Exercise goal
Report back each line of the data that contains the word "played".

Collected data
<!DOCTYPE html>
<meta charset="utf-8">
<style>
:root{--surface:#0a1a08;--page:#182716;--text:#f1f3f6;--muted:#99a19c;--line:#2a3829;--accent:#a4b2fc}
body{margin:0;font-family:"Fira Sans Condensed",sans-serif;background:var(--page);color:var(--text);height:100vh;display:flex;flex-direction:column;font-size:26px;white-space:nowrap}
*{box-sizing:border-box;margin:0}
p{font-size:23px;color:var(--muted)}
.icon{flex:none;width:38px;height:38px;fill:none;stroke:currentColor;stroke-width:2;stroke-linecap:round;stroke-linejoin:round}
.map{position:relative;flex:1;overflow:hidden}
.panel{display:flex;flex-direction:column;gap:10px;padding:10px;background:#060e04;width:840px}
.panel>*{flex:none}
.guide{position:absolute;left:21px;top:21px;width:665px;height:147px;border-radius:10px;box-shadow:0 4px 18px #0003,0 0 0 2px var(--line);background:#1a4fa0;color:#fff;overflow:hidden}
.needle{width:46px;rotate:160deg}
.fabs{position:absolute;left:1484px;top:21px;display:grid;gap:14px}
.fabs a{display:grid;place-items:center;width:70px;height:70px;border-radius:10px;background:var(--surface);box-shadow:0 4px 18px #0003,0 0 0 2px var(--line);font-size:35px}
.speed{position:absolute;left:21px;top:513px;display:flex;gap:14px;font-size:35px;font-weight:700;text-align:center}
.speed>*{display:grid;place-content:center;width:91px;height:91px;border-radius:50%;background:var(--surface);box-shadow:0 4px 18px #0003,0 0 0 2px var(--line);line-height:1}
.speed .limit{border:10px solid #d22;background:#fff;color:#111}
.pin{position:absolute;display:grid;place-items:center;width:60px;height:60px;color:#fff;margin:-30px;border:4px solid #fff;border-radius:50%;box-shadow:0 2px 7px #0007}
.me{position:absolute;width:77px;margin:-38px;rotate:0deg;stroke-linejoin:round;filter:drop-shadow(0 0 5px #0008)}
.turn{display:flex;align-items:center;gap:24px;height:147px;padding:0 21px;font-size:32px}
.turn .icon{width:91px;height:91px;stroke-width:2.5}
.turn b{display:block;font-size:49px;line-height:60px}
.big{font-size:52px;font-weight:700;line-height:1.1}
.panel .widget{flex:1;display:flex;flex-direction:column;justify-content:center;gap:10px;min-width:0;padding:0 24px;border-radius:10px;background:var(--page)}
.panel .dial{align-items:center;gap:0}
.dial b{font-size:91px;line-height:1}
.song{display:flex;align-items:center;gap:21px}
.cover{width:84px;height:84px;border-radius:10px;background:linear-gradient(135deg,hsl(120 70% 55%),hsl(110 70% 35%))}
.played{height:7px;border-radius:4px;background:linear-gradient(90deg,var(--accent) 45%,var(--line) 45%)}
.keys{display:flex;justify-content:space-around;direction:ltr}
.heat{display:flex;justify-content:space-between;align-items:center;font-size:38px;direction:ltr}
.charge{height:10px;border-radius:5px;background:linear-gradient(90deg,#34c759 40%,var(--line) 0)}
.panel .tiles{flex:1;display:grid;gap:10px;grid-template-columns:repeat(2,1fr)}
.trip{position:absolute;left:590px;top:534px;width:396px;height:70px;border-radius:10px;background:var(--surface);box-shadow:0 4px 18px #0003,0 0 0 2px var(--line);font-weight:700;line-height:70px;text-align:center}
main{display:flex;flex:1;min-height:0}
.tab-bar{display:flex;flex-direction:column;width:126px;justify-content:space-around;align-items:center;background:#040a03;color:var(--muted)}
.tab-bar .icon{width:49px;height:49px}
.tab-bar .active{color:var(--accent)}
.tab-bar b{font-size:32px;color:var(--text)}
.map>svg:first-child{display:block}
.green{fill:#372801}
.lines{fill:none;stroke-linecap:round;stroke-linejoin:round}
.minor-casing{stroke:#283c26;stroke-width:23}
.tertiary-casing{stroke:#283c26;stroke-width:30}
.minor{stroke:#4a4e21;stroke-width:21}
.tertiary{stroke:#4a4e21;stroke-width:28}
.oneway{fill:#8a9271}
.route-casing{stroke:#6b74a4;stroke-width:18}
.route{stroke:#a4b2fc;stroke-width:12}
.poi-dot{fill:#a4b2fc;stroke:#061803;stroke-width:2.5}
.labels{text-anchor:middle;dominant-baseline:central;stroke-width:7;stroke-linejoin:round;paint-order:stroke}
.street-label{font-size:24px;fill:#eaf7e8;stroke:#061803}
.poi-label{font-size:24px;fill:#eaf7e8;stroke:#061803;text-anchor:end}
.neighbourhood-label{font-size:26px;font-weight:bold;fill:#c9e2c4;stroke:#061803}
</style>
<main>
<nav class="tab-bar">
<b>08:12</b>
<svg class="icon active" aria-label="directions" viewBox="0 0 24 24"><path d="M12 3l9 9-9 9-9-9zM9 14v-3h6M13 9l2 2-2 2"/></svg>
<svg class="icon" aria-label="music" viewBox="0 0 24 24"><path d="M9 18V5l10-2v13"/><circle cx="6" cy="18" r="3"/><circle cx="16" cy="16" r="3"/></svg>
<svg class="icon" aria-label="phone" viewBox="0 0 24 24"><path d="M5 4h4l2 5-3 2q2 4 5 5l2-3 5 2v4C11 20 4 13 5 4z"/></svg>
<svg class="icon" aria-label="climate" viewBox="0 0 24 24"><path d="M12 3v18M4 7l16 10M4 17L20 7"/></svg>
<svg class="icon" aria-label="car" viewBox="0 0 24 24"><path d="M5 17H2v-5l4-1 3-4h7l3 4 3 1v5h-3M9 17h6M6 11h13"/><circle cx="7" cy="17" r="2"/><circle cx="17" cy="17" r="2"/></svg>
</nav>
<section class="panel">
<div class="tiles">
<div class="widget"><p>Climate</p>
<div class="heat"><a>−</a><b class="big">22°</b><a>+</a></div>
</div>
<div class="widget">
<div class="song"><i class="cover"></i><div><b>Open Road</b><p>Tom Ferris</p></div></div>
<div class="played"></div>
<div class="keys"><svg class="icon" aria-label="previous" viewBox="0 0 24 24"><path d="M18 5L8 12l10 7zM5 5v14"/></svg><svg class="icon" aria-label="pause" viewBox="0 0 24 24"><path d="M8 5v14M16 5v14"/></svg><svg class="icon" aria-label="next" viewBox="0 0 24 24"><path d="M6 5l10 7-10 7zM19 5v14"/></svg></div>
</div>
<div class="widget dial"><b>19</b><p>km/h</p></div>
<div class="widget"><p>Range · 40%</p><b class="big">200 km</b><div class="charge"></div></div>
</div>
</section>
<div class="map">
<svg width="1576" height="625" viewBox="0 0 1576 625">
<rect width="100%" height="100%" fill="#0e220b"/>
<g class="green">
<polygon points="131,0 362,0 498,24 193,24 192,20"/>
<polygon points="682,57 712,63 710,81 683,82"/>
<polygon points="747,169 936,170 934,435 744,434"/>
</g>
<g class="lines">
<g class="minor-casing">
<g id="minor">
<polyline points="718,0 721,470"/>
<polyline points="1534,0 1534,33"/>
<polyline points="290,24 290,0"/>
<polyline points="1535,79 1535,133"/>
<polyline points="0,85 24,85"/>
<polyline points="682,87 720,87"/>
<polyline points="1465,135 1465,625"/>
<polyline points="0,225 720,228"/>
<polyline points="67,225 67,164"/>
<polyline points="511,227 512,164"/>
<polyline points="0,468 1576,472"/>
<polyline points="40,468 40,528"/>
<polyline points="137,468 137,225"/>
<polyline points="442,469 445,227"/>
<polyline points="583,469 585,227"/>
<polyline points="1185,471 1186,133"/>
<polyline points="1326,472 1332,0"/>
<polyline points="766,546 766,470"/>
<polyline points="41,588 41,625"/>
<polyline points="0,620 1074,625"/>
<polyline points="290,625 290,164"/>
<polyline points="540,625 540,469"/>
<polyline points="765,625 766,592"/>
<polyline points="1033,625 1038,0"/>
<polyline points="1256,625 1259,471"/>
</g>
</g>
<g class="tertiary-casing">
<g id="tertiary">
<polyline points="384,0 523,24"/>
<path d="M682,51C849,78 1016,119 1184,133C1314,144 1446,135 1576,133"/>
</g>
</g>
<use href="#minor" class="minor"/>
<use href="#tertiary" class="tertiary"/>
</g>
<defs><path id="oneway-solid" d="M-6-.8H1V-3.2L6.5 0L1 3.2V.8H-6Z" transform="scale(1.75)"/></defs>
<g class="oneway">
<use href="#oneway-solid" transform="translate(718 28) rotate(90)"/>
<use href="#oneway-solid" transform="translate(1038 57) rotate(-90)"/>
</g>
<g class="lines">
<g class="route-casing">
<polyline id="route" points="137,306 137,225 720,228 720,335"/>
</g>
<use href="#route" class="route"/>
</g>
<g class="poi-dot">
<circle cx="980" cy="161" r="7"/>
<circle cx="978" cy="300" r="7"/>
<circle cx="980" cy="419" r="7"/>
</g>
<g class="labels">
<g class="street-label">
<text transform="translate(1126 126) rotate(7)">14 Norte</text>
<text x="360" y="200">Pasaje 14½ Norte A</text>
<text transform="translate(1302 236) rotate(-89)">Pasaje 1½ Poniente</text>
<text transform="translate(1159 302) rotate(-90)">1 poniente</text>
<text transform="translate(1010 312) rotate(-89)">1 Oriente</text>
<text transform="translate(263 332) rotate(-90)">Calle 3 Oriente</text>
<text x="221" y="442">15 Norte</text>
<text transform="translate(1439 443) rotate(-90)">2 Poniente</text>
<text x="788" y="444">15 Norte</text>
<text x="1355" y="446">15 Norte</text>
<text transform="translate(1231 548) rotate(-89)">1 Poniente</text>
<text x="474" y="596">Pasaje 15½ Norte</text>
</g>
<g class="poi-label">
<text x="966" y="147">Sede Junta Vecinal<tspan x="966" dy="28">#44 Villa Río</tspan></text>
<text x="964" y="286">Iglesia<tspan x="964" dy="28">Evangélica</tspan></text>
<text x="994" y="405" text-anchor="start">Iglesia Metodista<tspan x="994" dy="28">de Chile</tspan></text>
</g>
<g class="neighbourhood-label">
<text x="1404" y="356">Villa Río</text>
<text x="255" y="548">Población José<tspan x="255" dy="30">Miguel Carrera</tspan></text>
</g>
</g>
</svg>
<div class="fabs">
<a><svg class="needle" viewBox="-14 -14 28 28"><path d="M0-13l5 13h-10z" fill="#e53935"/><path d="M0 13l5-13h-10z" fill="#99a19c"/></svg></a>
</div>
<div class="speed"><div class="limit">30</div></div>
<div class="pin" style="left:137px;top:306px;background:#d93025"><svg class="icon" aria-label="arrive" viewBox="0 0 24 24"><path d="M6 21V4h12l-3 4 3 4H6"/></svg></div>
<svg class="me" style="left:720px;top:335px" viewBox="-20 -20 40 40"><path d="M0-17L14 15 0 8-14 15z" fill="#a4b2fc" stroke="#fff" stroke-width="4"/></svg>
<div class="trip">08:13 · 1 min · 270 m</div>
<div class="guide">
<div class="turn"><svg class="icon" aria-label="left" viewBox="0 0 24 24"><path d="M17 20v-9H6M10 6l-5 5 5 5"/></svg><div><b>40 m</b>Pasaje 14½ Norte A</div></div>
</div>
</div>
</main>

Response
.played{height:7px;border-radius:4px;background:linear-gradient(90deg,var(--accent) 45%,var(--line) 45%)}
<div class="played"></div>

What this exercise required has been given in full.